Well, at least it all leads to a mildly amusing climax, that will make you chuckle at the absurdity of the situation, and the performers do their best to save the show.
The movie also doesn't do any justice to the female leads, who are more than often forgotten in the majority of the narrative, with the focus mostly on the veteran cast and the male leads. Considering that they are the ones who are technically hurt the most with the deceptions of their lovers, Jhootha Kahin Ka's lack of bother towards their thoughts is irritating.
While the film is decently presented, other technical aspects disappoint. There are quite a few songs that are randomly inserted in the film. The editing is shoddy with scenes abruptly getting cut or end with an unclear resolution.

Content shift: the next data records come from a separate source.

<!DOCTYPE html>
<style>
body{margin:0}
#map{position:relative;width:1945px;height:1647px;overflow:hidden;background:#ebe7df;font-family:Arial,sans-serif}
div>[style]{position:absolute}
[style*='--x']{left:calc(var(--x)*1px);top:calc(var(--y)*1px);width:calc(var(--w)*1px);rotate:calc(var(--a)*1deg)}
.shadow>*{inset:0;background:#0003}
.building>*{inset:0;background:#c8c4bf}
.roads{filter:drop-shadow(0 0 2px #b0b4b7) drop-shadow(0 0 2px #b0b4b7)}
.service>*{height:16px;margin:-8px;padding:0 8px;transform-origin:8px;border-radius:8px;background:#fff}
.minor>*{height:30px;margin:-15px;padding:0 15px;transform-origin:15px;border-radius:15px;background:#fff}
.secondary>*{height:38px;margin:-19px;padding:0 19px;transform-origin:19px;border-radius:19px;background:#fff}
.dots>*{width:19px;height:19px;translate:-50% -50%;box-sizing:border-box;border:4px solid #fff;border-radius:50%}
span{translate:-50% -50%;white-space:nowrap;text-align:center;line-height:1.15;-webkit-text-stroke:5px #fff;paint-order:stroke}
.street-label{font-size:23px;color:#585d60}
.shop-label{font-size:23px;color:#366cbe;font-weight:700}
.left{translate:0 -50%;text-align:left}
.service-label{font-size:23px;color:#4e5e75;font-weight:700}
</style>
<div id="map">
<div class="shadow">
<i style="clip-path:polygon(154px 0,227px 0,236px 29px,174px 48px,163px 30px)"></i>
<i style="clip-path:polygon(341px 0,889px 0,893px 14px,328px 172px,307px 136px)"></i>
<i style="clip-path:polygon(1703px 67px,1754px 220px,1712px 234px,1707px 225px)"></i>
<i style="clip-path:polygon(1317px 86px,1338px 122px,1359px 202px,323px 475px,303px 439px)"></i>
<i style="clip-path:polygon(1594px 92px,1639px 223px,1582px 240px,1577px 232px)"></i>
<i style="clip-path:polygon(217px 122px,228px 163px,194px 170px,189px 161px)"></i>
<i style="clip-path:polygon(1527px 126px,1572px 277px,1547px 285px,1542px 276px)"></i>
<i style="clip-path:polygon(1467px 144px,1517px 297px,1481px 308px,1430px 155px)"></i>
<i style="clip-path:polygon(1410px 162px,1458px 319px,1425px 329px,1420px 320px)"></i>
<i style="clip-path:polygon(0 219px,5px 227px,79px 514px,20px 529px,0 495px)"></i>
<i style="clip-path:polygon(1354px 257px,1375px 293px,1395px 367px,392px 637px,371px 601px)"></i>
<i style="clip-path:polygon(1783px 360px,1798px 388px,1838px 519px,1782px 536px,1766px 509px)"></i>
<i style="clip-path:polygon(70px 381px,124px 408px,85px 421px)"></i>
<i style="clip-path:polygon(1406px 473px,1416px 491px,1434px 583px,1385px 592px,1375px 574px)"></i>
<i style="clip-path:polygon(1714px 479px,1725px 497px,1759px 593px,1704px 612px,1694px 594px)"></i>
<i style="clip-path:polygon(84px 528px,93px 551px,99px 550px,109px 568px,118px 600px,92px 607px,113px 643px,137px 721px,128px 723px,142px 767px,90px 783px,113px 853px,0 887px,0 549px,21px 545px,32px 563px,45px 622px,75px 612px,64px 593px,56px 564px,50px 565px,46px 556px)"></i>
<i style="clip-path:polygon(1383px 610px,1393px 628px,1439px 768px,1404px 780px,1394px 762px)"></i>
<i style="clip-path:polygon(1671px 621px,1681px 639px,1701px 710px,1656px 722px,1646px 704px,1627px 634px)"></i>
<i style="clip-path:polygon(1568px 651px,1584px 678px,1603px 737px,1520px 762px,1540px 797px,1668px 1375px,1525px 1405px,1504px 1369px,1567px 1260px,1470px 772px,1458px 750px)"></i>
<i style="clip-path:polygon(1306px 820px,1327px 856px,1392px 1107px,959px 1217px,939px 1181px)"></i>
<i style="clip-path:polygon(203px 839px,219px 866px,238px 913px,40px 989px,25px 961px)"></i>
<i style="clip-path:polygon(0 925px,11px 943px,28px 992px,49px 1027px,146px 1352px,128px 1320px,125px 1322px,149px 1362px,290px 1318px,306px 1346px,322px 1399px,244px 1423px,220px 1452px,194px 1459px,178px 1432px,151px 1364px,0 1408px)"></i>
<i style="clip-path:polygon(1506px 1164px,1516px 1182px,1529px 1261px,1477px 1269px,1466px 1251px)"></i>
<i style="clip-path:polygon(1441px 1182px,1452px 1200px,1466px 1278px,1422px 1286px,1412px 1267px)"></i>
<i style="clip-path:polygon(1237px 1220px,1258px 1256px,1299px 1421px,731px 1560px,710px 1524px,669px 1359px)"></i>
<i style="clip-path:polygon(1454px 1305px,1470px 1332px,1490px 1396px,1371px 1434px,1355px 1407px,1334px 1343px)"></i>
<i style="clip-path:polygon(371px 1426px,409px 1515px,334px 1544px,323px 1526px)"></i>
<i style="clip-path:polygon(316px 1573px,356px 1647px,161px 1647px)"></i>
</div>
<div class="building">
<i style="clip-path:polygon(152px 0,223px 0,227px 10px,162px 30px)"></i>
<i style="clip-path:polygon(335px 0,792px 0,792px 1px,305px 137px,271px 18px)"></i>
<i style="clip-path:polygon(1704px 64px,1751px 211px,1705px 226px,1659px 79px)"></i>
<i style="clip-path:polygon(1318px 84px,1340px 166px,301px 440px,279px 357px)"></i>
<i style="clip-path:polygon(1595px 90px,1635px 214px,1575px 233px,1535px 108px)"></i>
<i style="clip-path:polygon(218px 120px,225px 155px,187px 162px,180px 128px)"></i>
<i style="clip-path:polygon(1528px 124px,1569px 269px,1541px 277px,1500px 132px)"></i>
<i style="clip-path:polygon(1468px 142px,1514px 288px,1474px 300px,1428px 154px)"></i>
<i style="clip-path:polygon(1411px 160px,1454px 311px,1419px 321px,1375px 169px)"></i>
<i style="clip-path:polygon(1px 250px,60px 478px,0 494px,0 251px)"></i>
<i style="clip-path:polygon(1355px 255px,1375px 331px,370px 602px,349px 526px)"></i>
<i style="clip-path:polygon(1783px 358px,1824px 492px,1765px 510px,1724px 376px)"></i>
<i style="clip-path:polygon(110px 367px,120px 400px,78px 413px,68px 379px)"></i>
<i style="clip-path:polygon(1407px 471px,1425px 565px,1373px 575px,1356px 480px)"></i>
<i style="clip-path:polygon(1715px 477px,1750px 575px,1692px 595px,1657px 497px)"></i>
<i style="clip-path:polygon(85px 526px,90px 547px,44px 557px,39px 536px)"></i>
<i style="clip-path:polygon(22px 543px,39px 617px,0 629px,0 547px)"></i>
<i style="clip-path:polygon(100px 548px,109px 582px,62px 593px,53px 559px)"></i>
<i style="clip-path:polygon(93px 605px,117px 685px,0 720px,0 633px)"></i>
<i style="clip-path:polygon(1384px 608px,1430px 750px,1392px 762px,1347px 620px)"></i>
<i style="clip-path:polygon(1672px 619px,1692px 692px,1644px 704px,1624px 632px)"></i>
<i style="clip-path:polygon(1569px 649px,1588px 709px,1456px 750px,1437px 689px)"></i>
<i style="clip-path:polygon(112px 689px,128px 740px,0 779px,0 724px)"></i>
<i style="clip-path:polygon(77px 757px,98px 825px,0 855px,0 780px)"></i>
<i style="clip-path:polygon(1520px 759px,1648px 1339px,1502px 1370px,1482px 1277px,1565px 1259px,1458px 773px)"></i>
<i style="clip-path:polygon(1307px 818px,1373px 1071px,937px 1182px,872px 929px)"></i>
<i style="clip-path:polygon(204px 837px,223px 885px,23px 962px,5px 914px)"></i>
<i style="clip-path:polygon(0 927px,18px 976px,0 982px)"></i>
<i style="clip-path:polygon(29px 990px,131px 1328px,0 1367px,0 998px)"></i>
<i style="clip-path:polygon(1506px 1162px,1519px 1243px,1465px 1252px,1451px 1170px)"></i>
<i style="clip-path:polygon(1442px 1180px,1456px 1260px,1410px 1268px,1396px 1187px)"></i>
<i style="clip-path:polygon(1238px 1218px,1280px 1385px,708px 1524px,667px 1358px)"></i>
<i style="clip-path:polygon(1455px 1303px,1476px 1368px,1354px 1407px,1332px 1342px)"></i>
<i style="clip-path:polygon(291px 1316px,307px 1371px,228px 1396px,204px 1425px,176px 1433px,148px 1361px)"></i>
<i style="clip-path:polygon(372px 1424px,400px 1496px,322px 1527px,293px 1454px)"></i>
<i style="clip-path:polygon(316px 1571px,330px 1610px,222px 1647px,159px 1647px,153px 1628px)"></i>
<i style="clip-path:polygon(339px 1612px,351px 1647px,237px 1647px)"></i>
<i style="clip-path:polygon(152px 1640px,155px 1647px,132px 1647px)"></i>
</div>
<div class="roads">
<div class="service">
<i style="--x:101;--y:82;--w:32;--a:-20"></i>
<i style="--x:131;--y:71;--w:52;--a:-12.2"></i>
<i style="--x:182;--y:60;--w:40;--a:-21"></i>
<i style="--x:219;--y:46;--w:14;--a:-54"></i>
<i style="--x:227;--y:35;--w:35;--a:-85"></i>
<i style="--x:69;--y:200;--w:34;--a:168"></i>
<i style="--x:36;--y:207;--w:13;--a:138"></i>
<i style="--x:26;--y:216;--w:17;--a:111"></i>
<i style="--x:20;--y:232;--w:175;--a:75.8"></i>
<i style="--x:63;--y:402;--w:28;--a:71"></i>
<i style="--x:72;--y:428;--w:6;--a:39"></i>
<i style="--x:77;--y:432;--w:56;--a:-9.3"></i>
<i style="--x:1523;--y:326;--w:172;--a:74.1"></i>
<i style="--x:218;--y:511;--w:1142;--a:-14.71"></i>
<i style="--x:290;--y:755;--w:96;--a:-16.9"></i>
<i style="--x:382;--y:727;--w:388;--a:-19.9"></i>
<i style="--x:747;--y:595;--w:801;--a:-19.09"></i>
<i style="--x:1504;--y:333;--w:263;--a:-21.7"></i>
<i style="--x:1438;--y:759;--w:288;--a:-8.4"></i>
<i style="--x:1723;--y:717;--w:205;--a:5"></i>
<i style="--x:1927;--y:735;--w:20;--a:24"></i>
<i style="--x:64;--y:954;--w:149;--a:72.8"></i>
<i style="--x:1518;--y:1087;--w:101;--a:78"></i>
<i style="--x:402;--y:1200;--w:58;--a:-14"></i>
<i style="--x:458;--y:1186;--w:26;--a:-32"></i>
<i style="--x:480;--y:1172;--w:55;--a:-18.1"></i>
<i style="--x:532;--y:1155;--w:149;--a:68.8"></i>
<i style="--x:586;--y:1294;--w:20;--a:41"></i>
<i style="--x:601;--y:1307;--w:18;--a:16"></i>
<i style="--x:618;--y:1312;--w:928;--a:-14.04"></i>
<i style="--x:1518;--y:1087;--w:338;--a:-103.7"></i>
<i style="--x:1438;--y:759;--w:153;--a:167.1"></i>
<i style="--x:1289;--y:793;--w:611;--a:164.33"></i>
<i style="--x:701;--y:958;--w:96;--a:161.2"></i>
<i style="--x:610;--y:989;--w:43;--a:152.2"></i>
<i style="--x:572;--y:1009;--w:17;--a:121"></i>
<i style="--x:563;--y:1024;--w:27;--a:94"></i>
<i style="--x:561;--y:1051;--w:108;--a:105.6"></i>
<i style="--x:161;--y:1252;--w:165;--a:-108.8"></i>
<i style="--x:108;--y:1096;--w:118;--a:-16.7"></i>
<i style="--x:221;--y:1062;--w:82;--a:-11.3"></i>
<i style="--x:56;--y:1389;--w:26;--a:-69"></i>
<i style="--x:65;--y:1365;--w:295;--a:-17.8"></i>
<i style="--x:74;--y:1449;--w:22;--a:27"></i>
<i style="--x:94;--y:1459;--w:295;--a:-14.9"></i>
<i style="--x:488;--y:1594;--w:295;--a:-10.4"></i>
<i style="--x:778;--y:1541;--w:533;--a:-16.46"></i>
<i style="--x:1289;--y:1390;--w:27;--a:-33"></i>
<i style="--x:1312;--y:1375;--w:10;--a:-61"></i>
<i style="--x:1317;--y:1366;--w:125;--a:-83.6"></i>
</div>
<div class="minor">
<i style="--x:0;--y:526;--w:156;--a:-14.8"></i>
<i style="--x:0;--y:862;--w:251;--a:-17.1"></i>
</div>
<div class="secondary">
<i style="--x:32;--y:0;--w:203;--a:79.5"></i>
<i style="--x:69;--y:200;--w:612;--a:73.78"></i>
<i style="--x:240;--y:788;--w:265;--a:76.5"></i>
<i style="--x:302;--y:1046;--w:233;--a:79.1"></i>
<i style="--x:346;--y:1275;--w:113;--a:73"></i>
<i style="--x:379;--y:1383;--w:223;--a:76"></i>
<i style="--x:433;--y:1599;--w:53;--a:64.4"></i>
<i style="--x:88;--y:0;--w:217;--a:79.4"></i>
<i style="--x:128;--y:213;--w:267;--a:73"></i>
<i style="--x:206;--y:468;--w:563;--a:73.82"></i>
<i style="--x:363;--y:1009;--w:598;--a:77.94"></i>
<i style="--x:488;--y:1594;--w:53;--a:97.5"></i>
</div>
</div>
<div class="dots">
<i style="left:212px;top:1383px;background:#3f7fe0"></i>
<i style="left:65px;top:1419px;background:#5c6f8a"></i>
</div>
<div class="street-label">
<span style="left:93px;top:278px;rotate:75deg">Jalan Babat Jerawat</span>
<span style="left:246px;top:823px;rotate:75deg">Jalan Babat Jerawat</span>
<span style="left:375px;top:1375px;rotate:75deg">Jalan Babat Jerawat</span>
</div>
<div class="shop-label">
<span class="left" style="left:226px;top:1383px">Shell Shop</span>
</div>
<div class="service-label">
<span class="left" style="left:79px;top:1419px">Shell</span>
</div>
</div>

Both the Pyaar ka Punchanama 2 male leads do well with their parts. Omkar Kapoor is a confident performer, but sometimes he adorns a flustered expression a bit too much on his face. Sunny Singh fares better, raising some chuckles especially during the wedding sequence in the climax.
Even though he is given some very irksome lines and okayish scenes, Rishi Kapoor's experience shines through the silliness surrounding his character. He gets a good foil in Rajesh Sharma, though their saala-jeeja banter gets stale after three scenes.
Is it me or is Jimmy Sheirgill getting repetitive these days? At least, the man does give his best in whatever role he is given, and Jhootha Kahin Ka is no different. Manoj Joshi hams big time.
Both the female leads, Nimisha Mehta and Rucha Vaidya, hardly get any scope to impress, but they don't feel like bad actors. Lilette Dubey is decent in a role that she has been doing quite often in movies.
- Some of The Cast Members
- The Mildly Amusing Climax
- The Rest of the Humourless Drag
Jhootha Kahin Ka is, unfortunately, yet another lame attempt by Bollywood to make us laugh. The movie benefits from its dedicated set of actors, who give their best. But like the audience, even they are let down by insipid writing and puerile gags that taxes your patience more than they tickle your funny bone.